Tout le monde veut devenir propriétaire, c’est bien connu ! Alors tout le monde s’endette au maximum du raisonnable, voire actuellement au delà du déraisonnable. Pour fixer les prix que “devrait” avoir l’immobilier, je me suis penché sur un cas précis. Un cas que chacun reconnaitra, ou trouvera un proche dans les conditions précisées.
Voici donc les paramètres d’entrée : le futur acquéreur est assez jeune, suffisamment pour avoir un taux d’assurance raisonnable (0,36% jusque 40 ans en général), et assez vieux pour avoir un capital de départ représentant entre 1 et 2 ans de salaire (ben oui, il s’est privé pour pouvoir acheter !).

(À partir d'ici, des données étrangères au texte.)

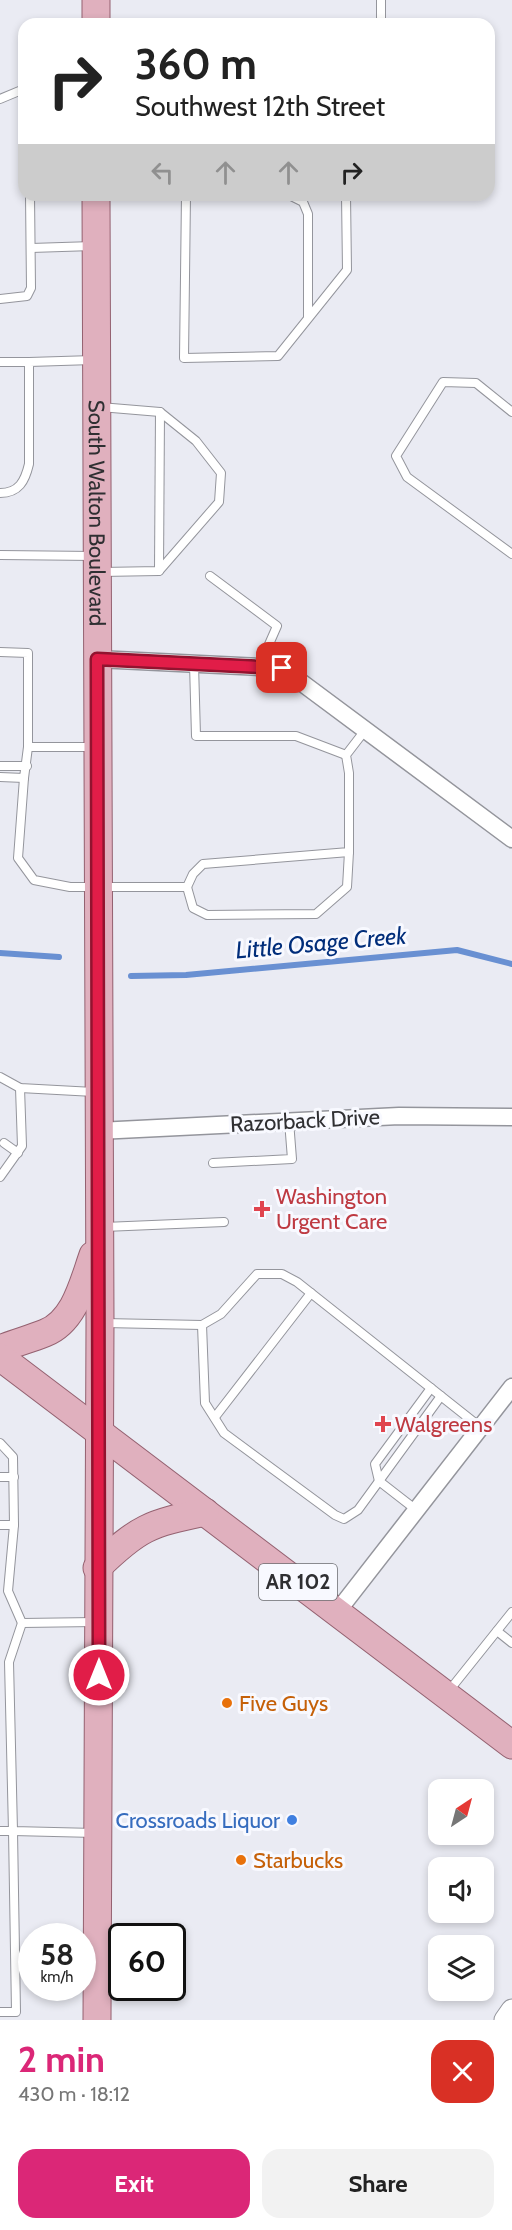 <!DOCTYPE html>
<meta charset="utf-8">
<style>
body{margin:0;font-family:Cabin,sans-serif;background:#f2f2f2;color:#222;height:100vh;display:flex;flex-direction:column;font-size:22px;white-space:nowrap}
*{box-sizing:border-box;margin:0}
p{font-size:20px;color:#767676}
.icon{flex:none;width:33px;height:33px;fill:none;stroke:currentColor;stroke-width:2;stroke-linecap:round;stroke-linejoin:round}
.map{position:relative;height:2020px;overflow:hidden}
.panel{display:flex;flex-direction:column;background:#fff;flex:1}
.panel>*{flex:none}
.banner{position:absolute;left:18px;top:18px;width:477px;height:183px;border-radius:18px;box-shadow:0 3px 9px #0003;background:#fff;color:#222;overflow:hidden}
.needle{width:39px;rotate:36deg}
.buttons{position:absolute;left:428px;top:1779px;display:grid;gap:12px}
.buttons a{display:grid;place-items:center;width:66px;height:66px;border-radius:12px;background:#fff;box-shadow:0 3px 9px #0003;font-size:30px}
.speed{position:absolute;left:18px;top:1923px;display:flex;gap:12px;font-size:30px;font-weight:700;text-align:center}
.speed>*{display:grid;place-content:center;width:78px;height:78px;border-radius:50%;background:#fff;box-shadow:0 3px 9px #0003;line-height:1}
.speed small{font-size:15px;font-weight:400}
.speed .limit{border:3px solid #111;border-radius:9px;background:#fff;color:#111}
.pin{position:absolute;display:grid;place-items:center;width:51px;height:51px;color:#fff;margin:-26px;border-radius:12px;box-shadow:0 3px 9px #0006}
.me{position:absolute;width:66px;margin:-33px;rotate:0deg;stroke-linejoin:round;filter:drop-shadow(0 0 4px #0008)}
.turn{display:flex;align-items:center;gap:21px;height:126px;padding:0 18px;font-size:27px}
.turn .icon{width:78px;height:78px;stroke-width:2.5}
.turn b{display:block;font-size:42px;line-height:51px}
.lanes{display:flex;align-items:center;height:57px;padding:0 18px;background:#0003;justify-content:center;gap:30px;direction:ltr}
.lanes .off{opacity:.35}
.round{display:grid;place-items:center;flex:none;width:63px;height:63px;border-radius:18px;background:#f2f2f2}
.summary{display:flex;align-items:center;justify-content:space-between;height:102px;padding:0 18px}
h1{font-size:36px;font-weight:700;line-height:45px;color:#db2777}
.button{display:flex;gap:12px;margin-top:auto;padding:12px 18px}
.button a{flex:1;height:69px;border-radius:18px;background:#db2777;color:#fff;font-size:24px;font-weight:700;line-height:69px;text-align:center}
.button a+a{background:#f2f2f2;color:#222}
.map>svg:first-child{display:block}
</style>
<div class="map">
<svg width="512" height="2020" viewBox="0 0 512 2020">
<rect width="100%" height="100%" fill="#eaebf3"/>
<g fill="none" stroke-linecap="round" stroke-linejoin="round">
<!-- stream -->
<g stroke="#6990d2" stroke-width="6">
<path d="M0,953L59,957"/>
<path d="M131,976L186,975L457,950L512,964"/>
</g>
<!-- service casing -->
<g stroke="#94959c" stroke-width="10">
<g id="service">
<path d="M381,0V24"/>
<path d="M0,99L24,89"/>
<path d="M186,195L184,358L278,356L347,270L346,195"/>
<path d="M289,195L303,202L308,214V317"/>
<path d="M31,248L93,246"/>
<path d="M0,299L27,296L31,288L30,195"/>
<path d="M0,362H29"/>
<path d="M100,407L160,412L196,441L221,473L219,502L159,571L101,572"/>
<path d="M512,412L476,383L443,382L396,456L407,477L512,554"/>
<path d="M0,493C19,493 25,481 29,464V362L93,360"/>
<path d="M0,555L94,556"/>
<path d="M159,571L160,412"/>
<path d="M210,576L277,626L259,667"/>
<path d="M0,652L28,653V747L24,778L0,777"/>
<path d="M194,664L196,736H296L346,755"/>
<path d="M28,747H93"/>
<path d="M0,766H27"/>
<path d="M24,778L18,858L34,880L70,887H187L193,874L203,864L349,852V773L346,755L366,729"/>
<path d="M187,887L193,908L207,915L316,914L347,887L349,852"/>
<path d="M0,1077L20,1088L94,1092"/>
<path d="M4,1143L18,1153"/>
<path d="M213,1163L292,1159L289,1121"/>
<path d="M0,1177L22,1146L20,1088"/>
<path d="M104,1227L224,1222"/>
<path d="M104,1323L202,1325L221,1314L257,1274H282L297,1282L480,1427"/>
<path d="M202,1325L205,1403L224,1433L335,1515L344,1519L358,1510L441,1396"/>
<path d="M215,1417L311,1293"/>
<path d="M0,1443L13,1457L14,1525L8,1591L22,1623"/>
<path d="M0,1477H14"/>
<path d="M415,1509L379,1481L375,1464L431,1388"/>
<path d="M0,1525H14"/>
<path d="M95,1622L22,1623L9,1662L13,1831L95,1833"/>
<path d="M497,1631L512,1643"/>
<path d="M448,1692L512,1612"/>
<path d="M0,1831H13L16,2012H0"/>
</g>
</g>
<!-- minor casing -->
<g stroke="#94959c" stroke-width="19">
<g id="minor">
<path d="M97,659L282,668L512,839"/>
<path d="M98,1131L399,1116L512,1117"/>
<path d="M337,1612L512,1387"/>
</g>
</g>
<!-- tertiary casing -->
<g stroke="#94959c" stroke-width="23">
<path id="tertiary" d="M505,2020L512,2010"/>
</g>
<!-- primary casing -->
<g stroke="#946170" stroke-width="29">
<g id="primary">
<path d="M96,0V24"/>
<path id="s1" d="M96,195L100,1323L97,2020"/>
<path d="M0,1349C15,1343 30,1339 45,1333C75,1321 83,1283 93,1255"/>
<path d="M0,1357L512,1745"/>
<path d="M97,1568C139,1527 149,1524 205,1512"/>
</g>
</g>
<!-- service -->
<use href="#service" stroke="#fff" stroke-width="8"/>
<!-- minor -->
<use href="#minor" stroke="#fff" stroke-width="16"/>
<!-- tertiary -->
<use href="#tertiary" stroke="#fff" stroke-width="21"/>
<!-- primary -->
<use href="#primary" stroke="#e0b0be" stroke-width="27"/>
</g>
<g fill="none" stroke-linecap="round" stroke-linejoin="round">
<!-- route casing -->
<g stroke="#92132f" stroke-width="15">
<path id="route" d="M99,1675L97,659L282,668"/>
</g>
<!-- route -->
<use href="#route" stroke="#e11d48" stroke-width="10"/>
</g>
<!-- markers -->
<g fill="#e0444e" stroke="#f8f9ff" stroke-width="2">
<path d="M259 1200h6v6h6v6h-6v6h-6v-6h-6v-6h6z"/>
<path d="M380 1415h6v6h6v6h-6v6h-6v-6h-6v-6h6z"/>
</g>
<g fill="#e8710a" stroke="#f8f9ff" stroke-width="2">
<circle cx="227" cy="1703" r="6"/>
<circle cx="241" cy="1860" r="6"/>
</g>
<circle fill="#3f7fe0" stroke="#f8f9ff" stroke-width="2" cx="292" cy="1820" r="6"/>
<g text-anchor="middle" stroke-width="6" stroke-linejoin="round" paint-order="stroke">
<!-- shield labels -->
<rect fill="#f8f9ff" stroke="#6b6c70" stroke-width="1.5" x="259" y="1564" width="78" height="36" rx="4.5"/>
<g font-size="21" font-weight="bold" fill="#2f2f32">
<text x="298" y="1589">AR 102</text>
</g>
<!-- street labels -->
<g font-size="22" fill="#2f2f32" stroke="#f8f9ff">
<text dy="8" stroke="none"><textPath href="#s1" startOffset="318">South Walton Boulevard</textPath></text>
<text transform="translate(305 1120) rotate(-3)" y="8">Razorback Drive</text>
</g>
<!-- health labels -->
<g font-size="22" fill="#be3a42" stroke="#f8f9ff" text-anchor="start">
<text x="276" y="1204">Washington<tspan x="276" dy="25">Urgent Care</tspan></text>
<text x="395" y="1432">Walgreens</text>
</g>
<!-- food labels -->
<g font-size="22" fill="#c56008" stroke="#f8f9ff" text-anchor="start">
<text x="239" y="1711">Five Guys</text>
<text x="253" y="1868">Starbucks</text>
</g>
<!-- shop labels -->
<g font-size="22" fill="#366cbe" stroke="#f8f9ff" text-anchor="end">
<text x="280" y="1828">Crossroads Liquor</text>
</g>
<!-- water labels -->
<g font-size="24" font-style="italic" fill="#002d7a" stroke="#f8f9ff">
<text transform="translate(321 943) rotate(-5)" y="8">Little Osage Creek</text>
</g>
</g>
</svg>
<div class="buttons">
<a><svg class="needle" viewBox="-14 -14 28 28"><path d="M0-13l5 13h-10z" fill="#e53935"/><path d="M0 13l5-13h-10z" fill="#767676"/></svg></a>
<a><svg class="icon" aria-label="sound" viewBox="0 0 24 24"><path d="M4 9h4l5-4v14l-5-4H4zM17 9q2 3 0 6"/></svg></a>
<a><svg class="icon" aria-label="layers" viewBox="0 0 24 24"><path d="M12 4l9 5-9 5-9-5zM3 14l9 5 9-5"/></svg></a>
</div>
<div class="speed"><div>58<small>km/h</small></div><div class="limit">60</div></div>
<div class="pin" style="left:282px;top:668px;background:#d93025"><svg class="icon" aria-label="arrive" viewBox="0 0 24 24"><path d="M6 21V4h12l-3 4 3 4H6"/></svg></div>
<svg class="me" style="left:99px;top:1675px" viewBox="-20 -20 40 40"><circle r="17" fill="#e11d48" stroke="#fff" stroke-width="3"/><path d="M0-11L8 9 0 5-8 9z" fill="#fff"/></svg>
<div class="banner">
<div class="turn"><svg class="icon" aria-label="right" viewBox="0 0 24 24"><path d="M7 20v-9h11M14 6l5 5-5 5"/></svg><div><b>360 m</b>Southwest 12th Street</div></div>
<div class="lanes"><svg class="icon off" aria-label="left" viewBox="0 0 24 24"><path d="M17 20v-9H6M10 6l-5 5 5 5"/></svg><svg class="icon off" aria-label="ahead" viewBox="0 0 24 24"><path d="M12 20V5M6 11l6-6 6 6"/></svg><svg class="icon off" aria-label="ahead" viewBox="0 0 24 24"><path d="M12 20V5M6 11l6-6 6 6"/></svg><svg class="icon" aria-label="right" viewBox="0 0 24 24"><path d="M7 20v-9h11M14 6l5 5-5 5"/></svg></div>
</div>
</div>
<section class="panel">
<div class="summary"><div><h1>2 min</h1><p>430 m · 18:12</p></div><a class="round" style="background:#d93025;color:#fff"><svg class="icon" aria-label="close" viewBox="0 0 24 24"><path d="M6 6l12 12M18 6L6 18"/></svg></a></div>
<div class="button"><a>Exit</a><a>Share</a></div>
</section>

Le salaire de notre heureux candidat à la propriété est de 36 000€ par an soit 3000€/mois, ce qui lui permet une capacité de remboursement de 1000€/mois avec un taux d’endettement de 33%, généralement le maximum accepté par les banques. Il a déjà épargné dur dans les années qui précèdent, en mettant tous les mois 1000€ de coté (comme ce qu’il prévoit de rembourser pendant la phase de crédit) pendant 4 ans, ce qui lui permet d’avoir un capital de départ de 60 000€.
Il veut s’endetter sur une période raisonnable de 15 ans. Vu son profil, il va décrocher un bon taux, autour de 3,50% en taux fixe. Et oui, il est bougrement prévoyant et avisé notre acquéreur : il ne veut pas de taux variable, car il sait que l’inflation va reprendre, et donc que le taux de départ des taux variables va fortement monter d’ici quelques années).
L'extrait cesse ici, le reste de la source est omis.